Communicating Covid Comms Day 1
by Nicola Atter, APComm Vice Chair and Corporate Communications Manager at Norfolk Police
Communications has had a really vital role in helping our communities and our staff and officers understand and react to the coronavirus threat. This series of blogs highlights the critical roles we, as communicators, have played in helping the policing family tackle the complexities of the last six months.
Day one provides an overview of what the next week looks to offer.
Day 1
Well, where do I start?!
Everyone has their own story to tell about this exceptional time in our living history, sometimes desperately sad, sometimes just frustrating, but we are lucky (or unlucky depending on how frazzled you are feeling) in policing communications to have a had a unique insight into the pandemic as it unfolded. As a result, when planning this week of blogs, I thought others could benefit from reading a little more about how we all (in different ways) handled the biggest of all crisis communications challenge in our lives so far.
Having worked in policing communications for nearly 20 years in Norfolk, I thought I had dealt with nearly every type of incident there was, with so many of my experiences, at least over the last decade, meaning I have become used to dealing with something that seems so bizarre you can’t believe it isn’t in a movie or a book! Outside of work I was also in the process of planning my wedding, all set up for a weekend of partying in a field (there was a festival theme), right in the middle of June.
It began with a few murmurings towards the end of February, I had a couple of ad hoc meetings, where we started to discuss what a response would look like if the virus currently causing significant issues in China reached our shores, but it wasn’t until my Chief Constable popped into our office one day saying things looked really worrying that I began to take it extremely seriously. With the sad number of terrorist strikes the country has endured over the last couple of years, Norfolk and Suffolk had its own plans for dealing with such events and once the country was looking like it was going to go into full lockdown, we dusted off our communications plans and started looking at what that impact would mean for our teams.
With Norfolk and Suffolk working slightly differently, Norfolk picking up the day to day COVID communications internally and both forces sharing their external messaging, ensuring localised differences; there was a multitude of meetings to attend remotely and messages, campaigns and updates that needed to be given both to officers and staff and to our residents in both counties. Both forces were also heavily involved in supporting their local resilience forums, both with officer representation and communications.

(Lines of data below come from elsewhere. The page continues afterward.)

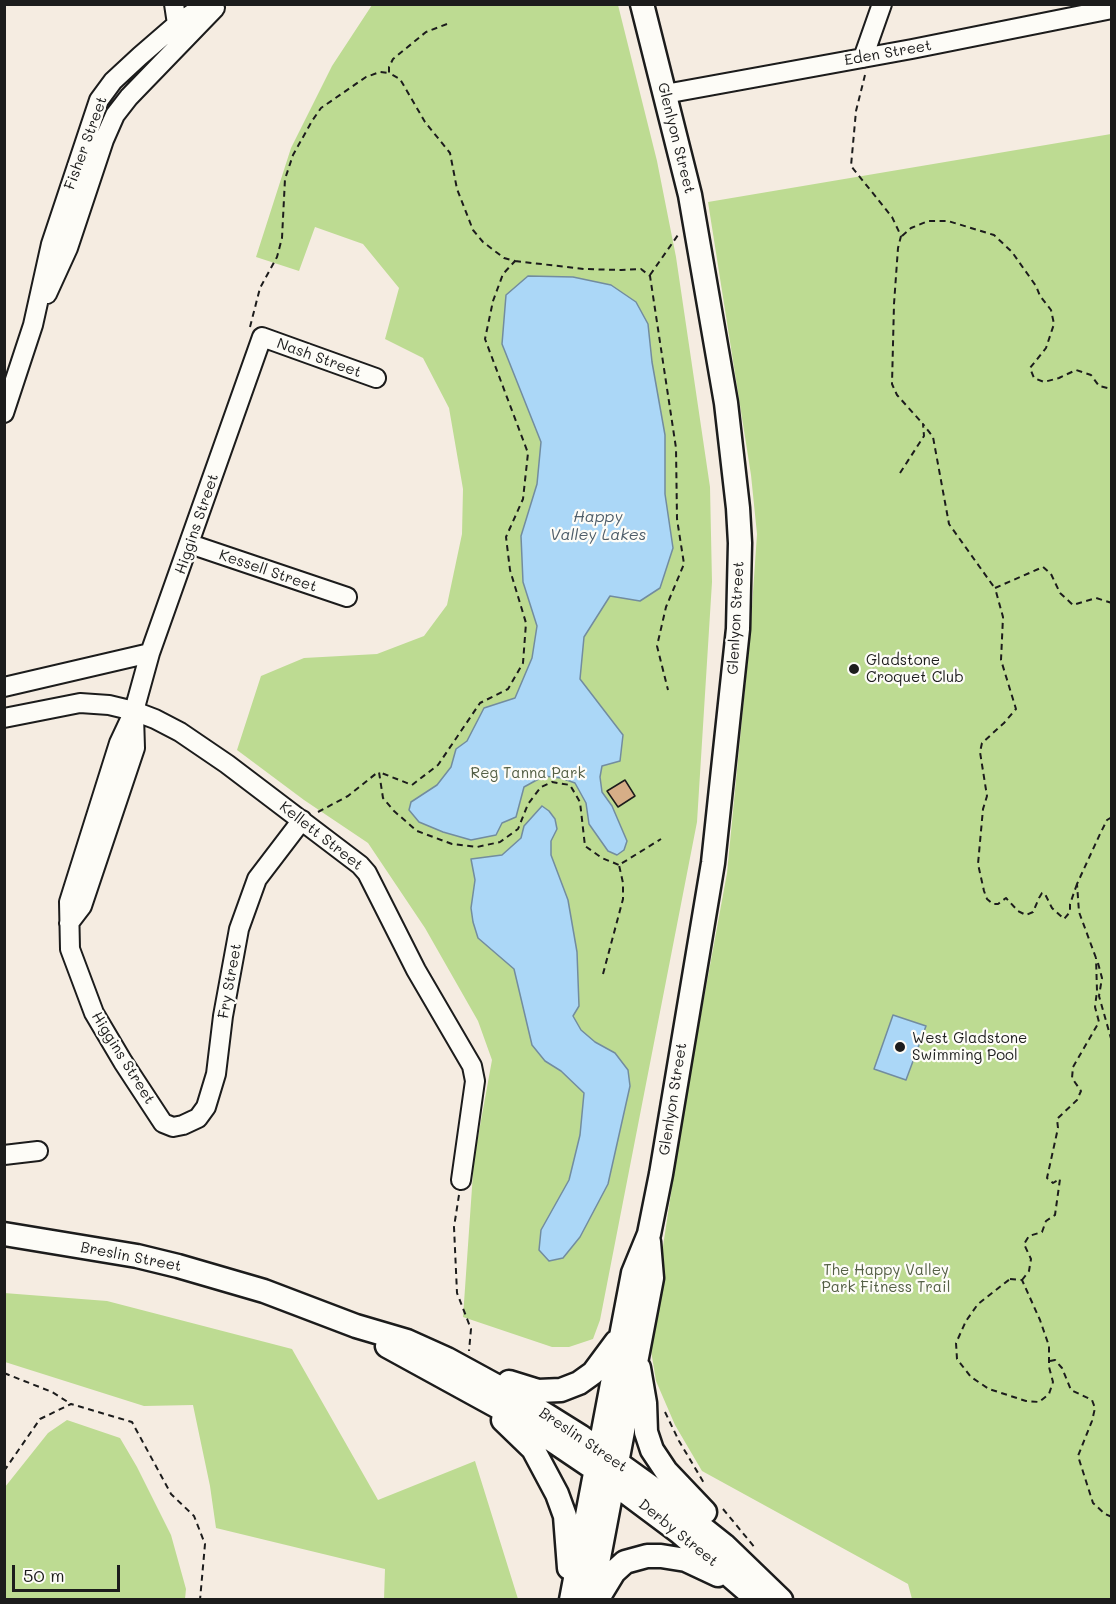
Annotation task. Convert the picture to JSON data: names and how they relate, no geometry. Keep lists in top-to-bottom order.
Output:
{
  "streets": {
    "main road": ["Glenlyon Street", "Breslin Street", "Derby Street"],
    "street": [
      "Eden Street",
      "Fisher Street",
      "Nash Street",
      "Higgins Street",
      "Kessell Street",
      "Kellett Street",
      "Fry Street"
    ]
  },
  "crossings": [
    ["Eden Street", "Glenlyon Street"],
    ["Glenlyon Street", "Breslin Street"],
    ["Glenlyon Street", "Derby Street"],
    ["Nash Street", "Higgins Street"],
    ["Higgins Street", "Kessell Street"],
    ["Higgins Street", "Kellett Street"],
    ["Higgins Street", "Fry Street"],
    ["Kellett Street", "Fry Street"],
    ["Breslin Street", "Derby Street"]
  ],
  "water": ["Happy Valley Lakes"],
  "parks": ["Reg Tanna Park", "The Happy Valley Park Fitness Trail"],
  "places": ["Gladstone Croquet Club", "West Gladstone Swimming Pool"],
  "scale_bar": "50 m"
}
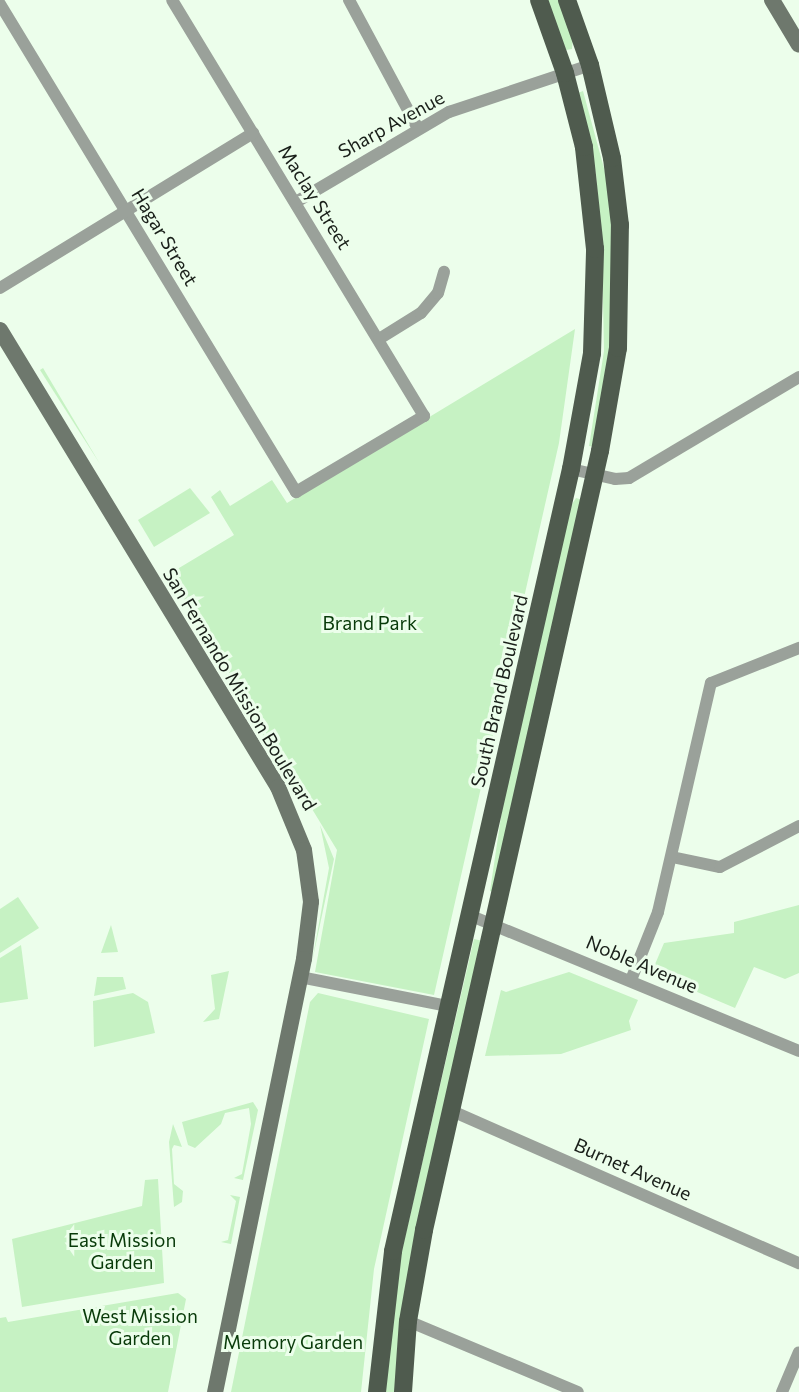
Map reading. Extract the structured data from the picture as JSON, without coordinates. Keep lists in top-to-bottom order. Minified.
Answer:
{"streets":{"main road":["San Fernando Mission Boulevard","South Brand Boulevard"],"street":["Sharp Avenue","Maclay Street","Hagar Street","Noble Avenue","Burnet Avenue"]},"crossings":[["Sharp Avenue","Maclay Street"],["Sharp Avenue","South Brand Boulevard"],["Maclay Street","Hagar Street"],["South Brand Boulevard","Noble Avenue"]],"parks":["Brand Park","East Mission Garden","West Mission Garden","Memory Garden"]}
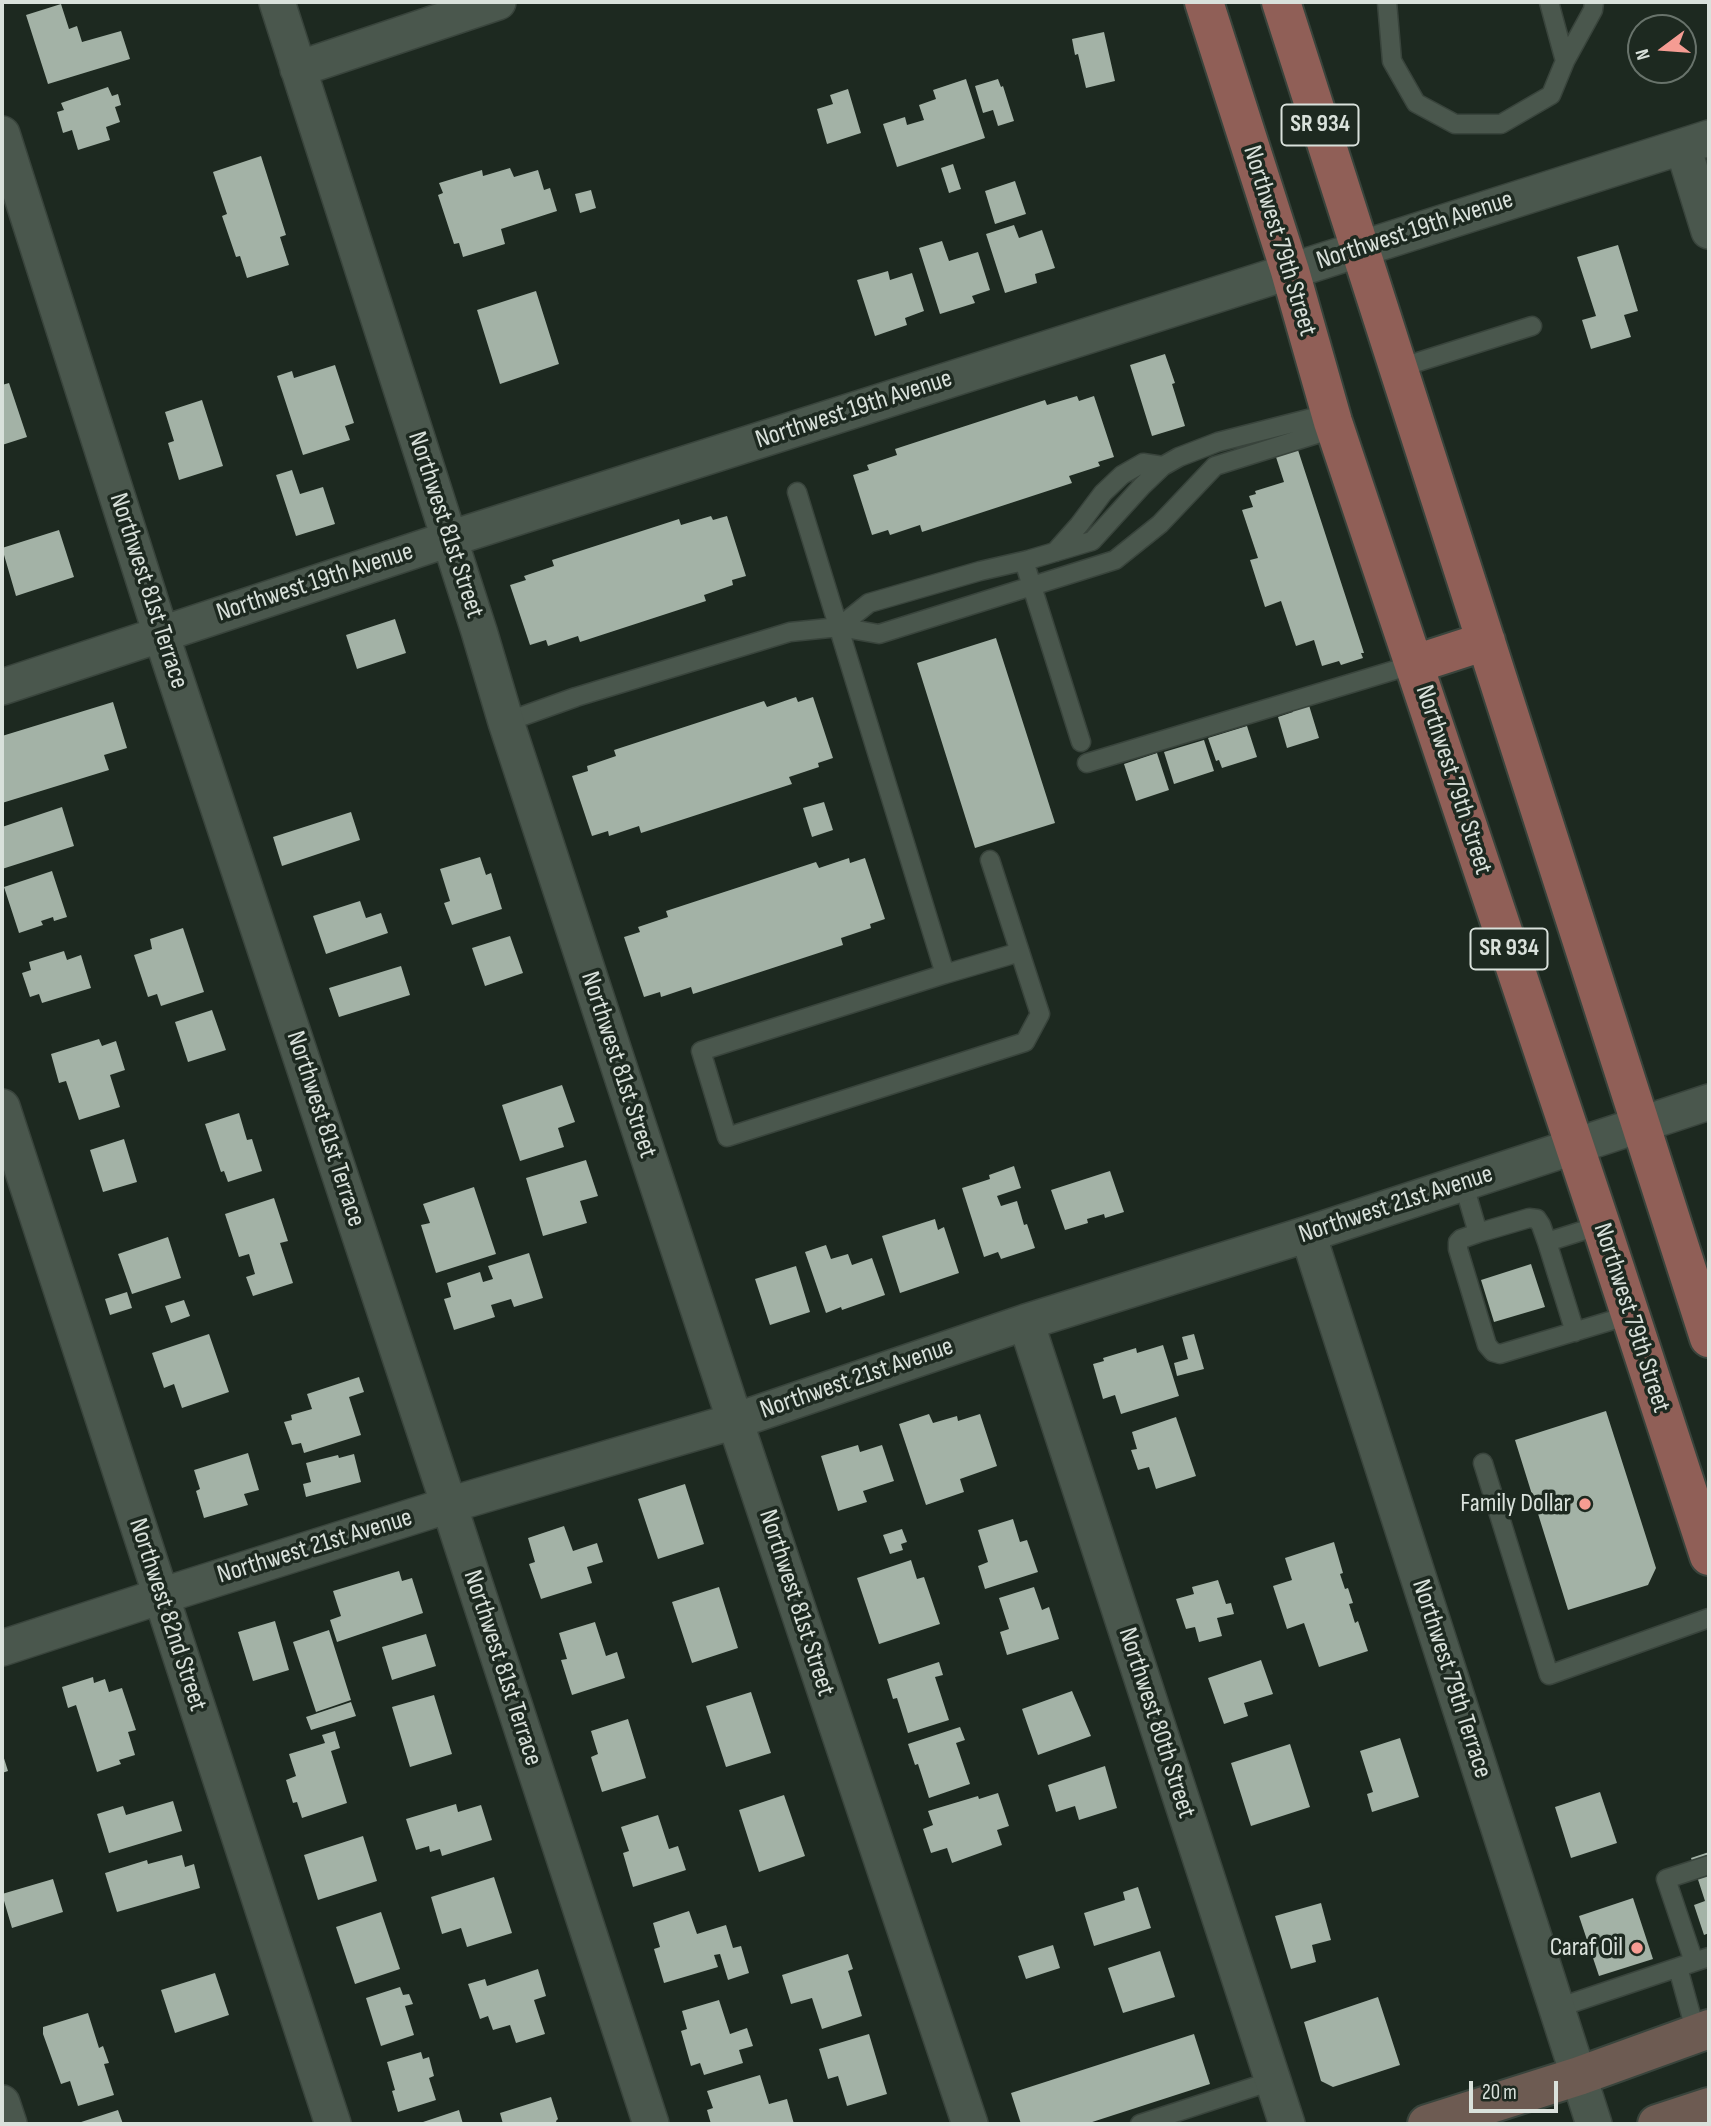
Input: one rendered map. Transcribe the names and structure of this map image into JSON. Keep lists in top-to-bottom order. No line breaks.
{"streets":{"main road":["SR 934","Northwest 79th Street"],"street":["Northwest 19th Avenue","Northwest 81st Street","Northwest 81st Terrace","Northwest 21st Avenue","Northwest 82nd Street","Northwest 79th Terrace","Northwest 80th Street"]},"crossings":[["SR 934","Northwest 19th Avenue"],["SR 934","Northwest 21st Avenue"],["Northwest 19th Avenue","Northwest 79th Street"],["Northwest 19th Avenue","Northwest 81st Street"],["Northwest 19th Avenue","Northwest 81st Terrace"],["Northwest 79th Street","Northwest 21st Avenue"],["Northwest 81st Street","Northwest 21st Avenue"],["Northwest 81st Terrace","Northwest 21st Avenue"],["Northwest 21st Avenue","Northwest 82nd Street"],["Northwest 21st Avenue","Northwest 79th Terrace"],["Northwest 21st Avenue","Northwest 80th Street"]],"places":["Family Dollar","Caraf Oil"],"scale_bar":"20 m","north":"left"}
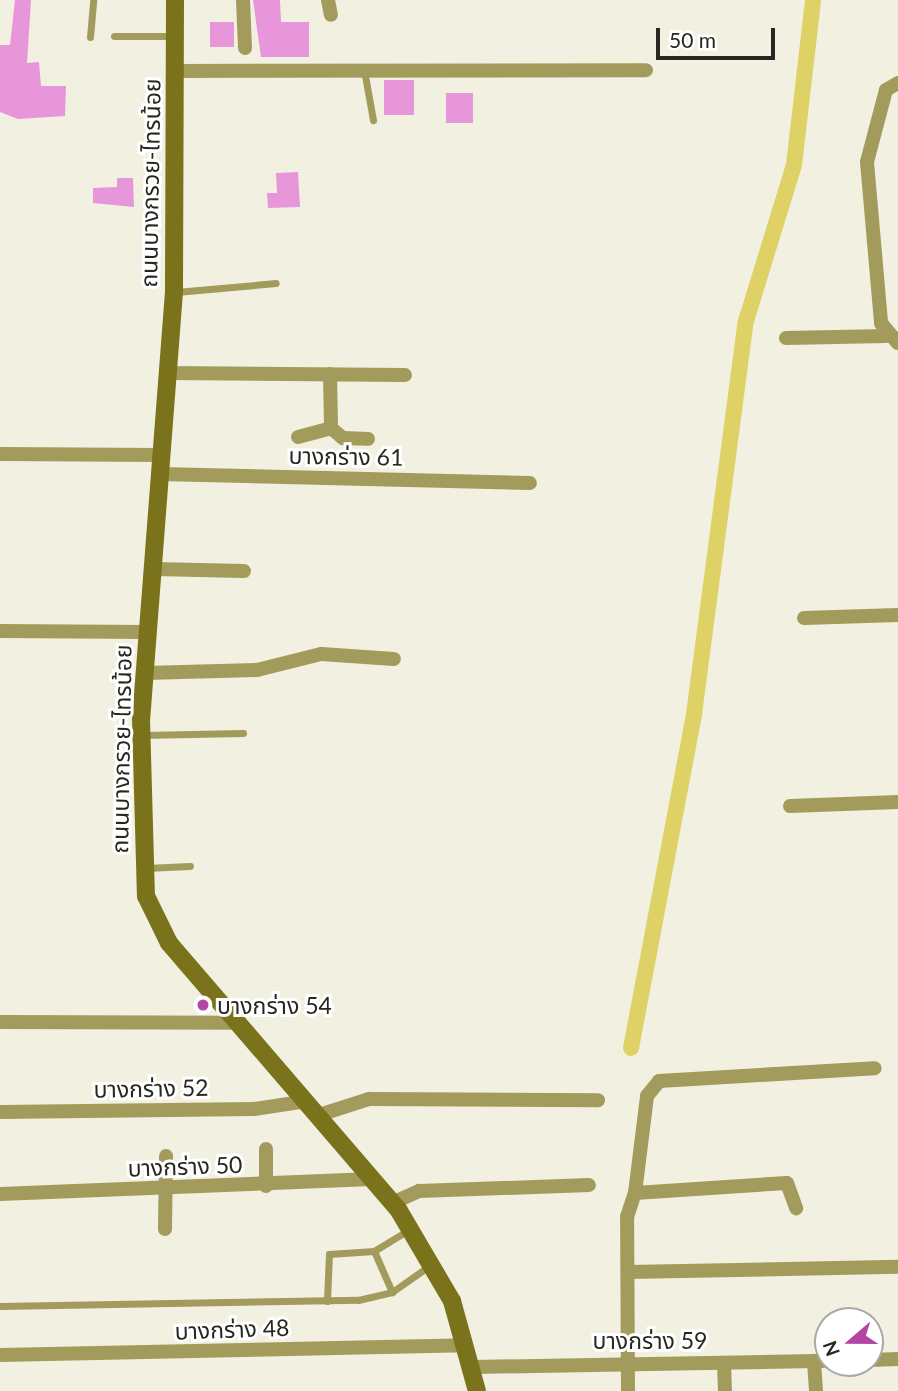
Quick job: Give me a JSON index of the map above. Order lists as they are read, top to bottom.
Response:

What this meant is that while my team were not only grappling with a new way of working (we had a couple of people fall ill with what seemed to be COVID symptoms early on, so I sent the whole team to work from home) and trying to keep on top of an ever-changing picture, they were also having to work harder than they have ever had to do in their police communications lives. I had said to several of the new members of my team that a major incident would help them really learn more about our vital our roles in policing are but I hadn’t meant this!
As a group, in our daily Zoom and Skype meetings, we often agonised about how to get the messaging out in a way that positively influenced behaviour, in terms of words and images (getting local feedback from team members who had to go out in the community) both to our communities and to our colleagues internally. When we conducted a poll of those communications, 88% of our responders externally said they felt the forces’ communications around COVID 19 were informative and in an internal survey, officers and staff were, in the main, very happy with how we had given them information.
We did also have a little fun – our meetings on Fridays had a dress up theme which some team members found more challenging than others. One memorable week found me dialling in to a whole host of images of me. Very, very surreal!
With things getting slowly back to a new normal, given the threat of the virus is still with us, the team is taking a collective breath. Although our communities will still be looking to us for policing updates, I am now trying to persuade people that time off will do them some good from a welfare perspective. I cannot, however, underline how proud I am of how my team met the challenges and overcame them and I have not stopped telling people this. This whole pandemic has highlighted to me how important caring about each other is, both in our working lives and with our nearest and dearest.
Oh, and I had to sadly postpone my wedding until next year but I am determined that we will then party like it is 2020.